Instructions for the task
Your job is to return each record exactly, minus any pictures.

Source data

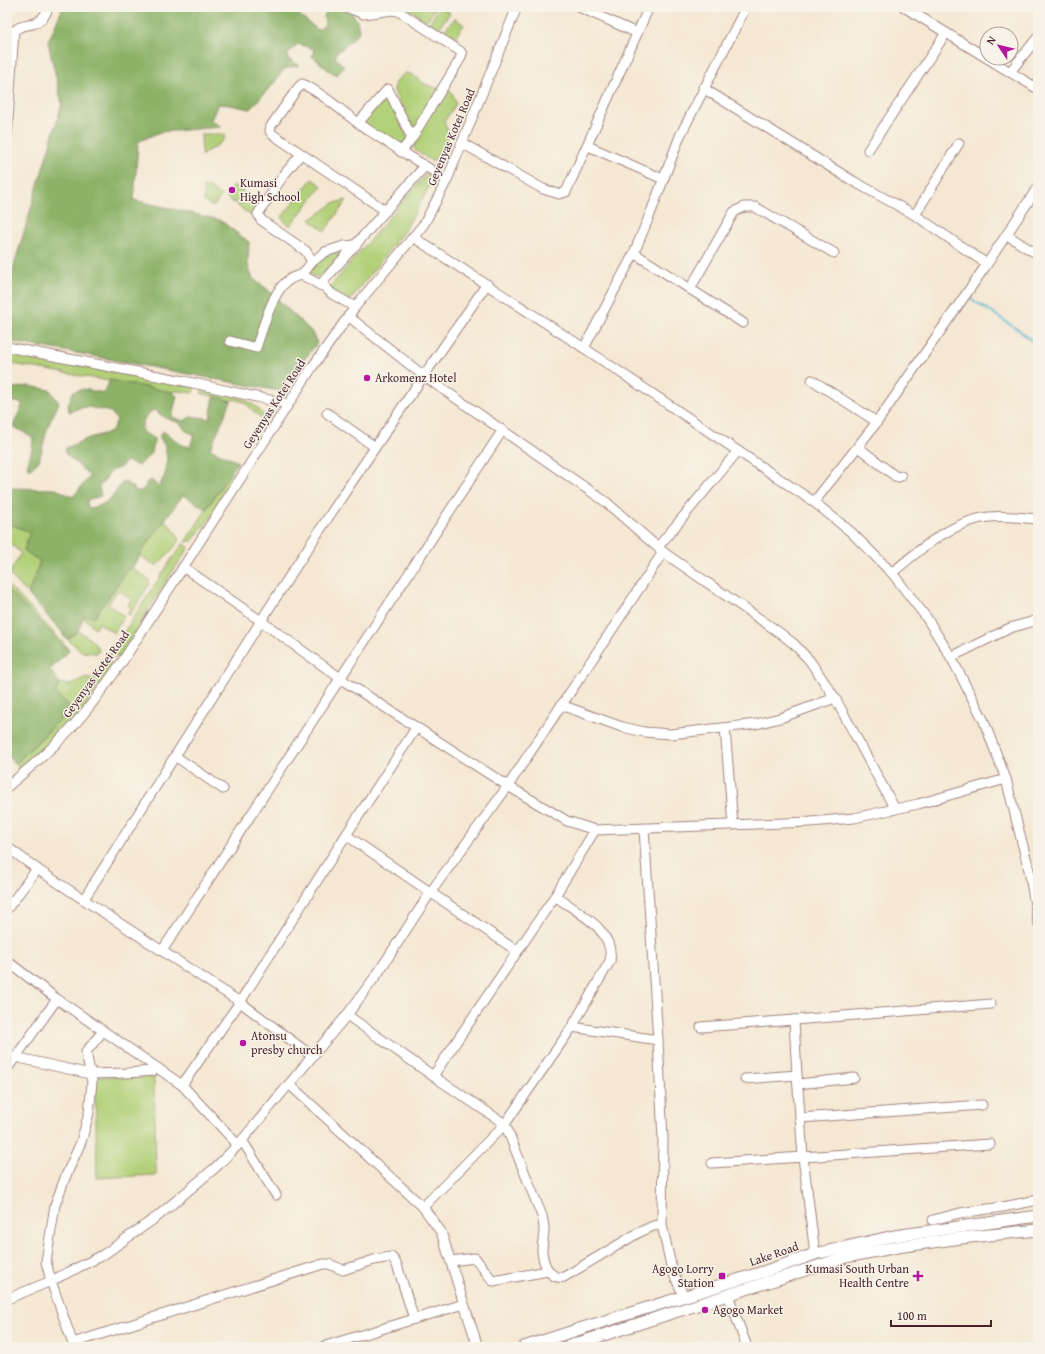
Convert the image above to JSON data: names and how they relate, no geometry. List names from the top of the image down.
{
  "streets": {
    "main road": ["Lake Road"],
    "street": ["Geyenyas Kotei Road"]
  },
  "places": {
    "other": [
      "Kumasi High School",
      "Arkomenz Hotel",
      "Atonsu presby church",
      "Agogo Market"
    ],
    "transit": ["Agogo Lorry Station"],
    "health": ["Kumasi South Urban Health Centre"]
  },
  "scale_bar": "100 m",
  "north": "top left"
}
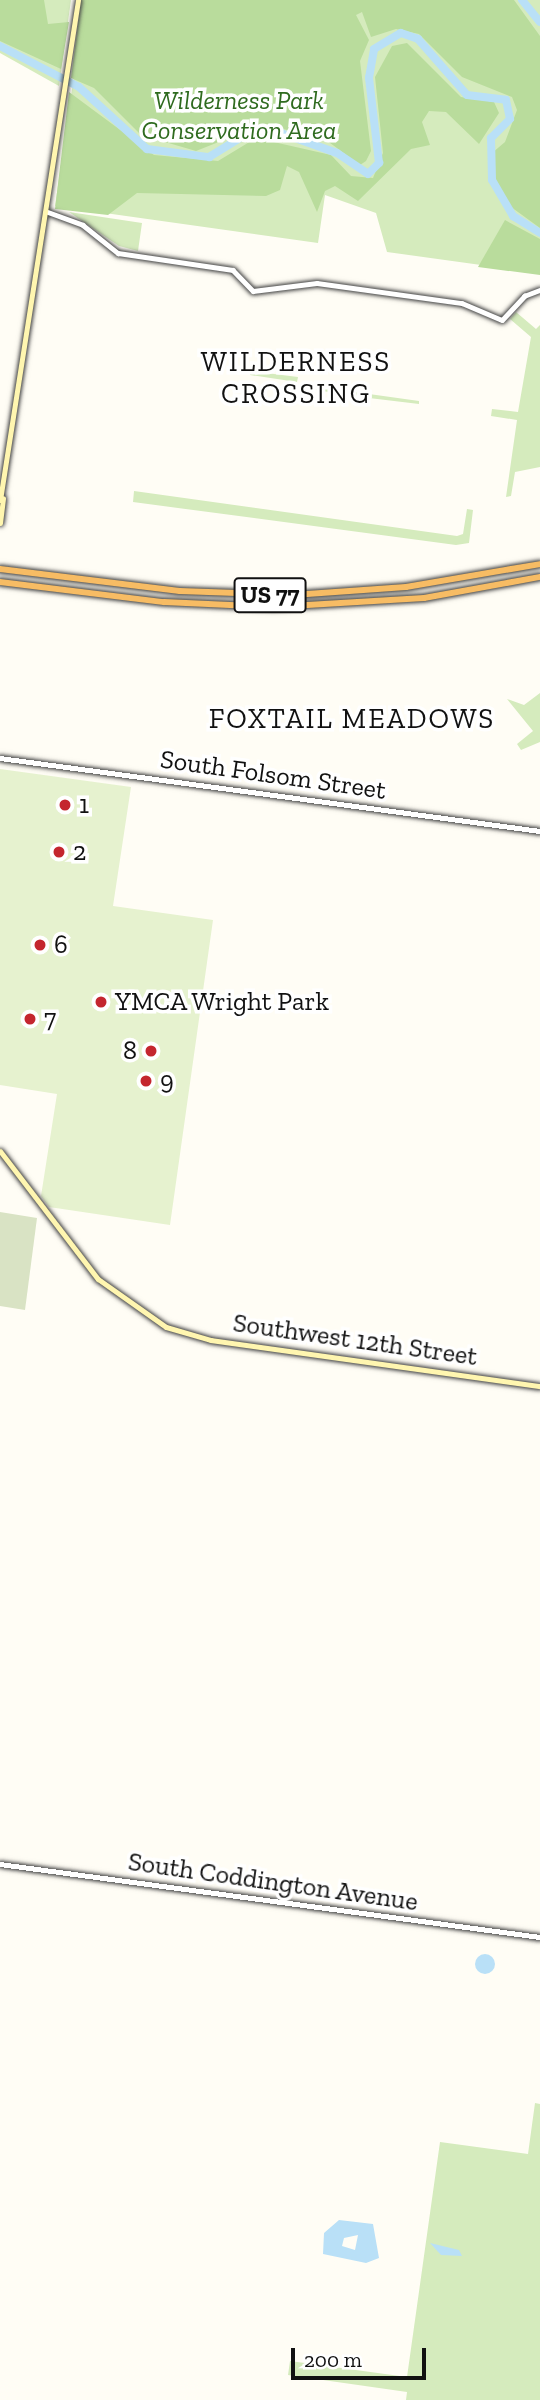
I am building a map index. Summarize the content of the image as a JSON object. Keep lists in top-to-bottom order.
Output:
{
  "streets": {
    "highway": ["US 77"],
    "main road": ["Southwest 12th Street"],
    "street": ["South Folsom Street", "South Coddington Avenue"]
  },
  "districts": ["WILDERNESS CROSSING", "FOXTAIL MEADOWS"],
  "parks": ["Wilderness Park Conservation Area"],
  "places": [
    "1",
    "2",
    "6",
    "YMCA Wright Park",
    "7",
    "8",
    "9"
  ],
  "scale_bar": "200 m"
}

Solution
Convert the image above to JSON data: names and how they relate, no geometry. List names from the top of the image down.
{
  "streets": {
    "main road": ["Lake Road"],
    "street": ["Geyenyas Kotei Road"]
  },
  "places": {
    "other": [
      "Kumasi High School",
      "Arkomenz Hotel",
      "Atonsu presby church",
      "Agogo Market"
    ],
    "transit": ["Agogo Lorry Station"],
    "health": ["Kumasi South Urban Health Centre"]
  },
  "scale_bar": "100 m",
  "north": "top left"
}
I am building a map index. Summarize the content of the image as a JSON object. Keep lists in top-to-bottom order.
Output:
{
  "streets": {
    "highway": ["US 77"],
    "main road": ["Southwest 12th Street"],
    "street": ["South Folsom Street", "South Coddington Avenue"]
  },
  "districts": ["WILDERNESS CROSSING", "FOXTAIL MEADOWS"],
  "parks": ["Wilderness Park Conservation Area"],
  "places": [
    "1",
    "2",
    "6",
    "YMCA Wright Park",
    "7",
    "8",
    "9"
  ],
  "scale_bar": "200 m"
}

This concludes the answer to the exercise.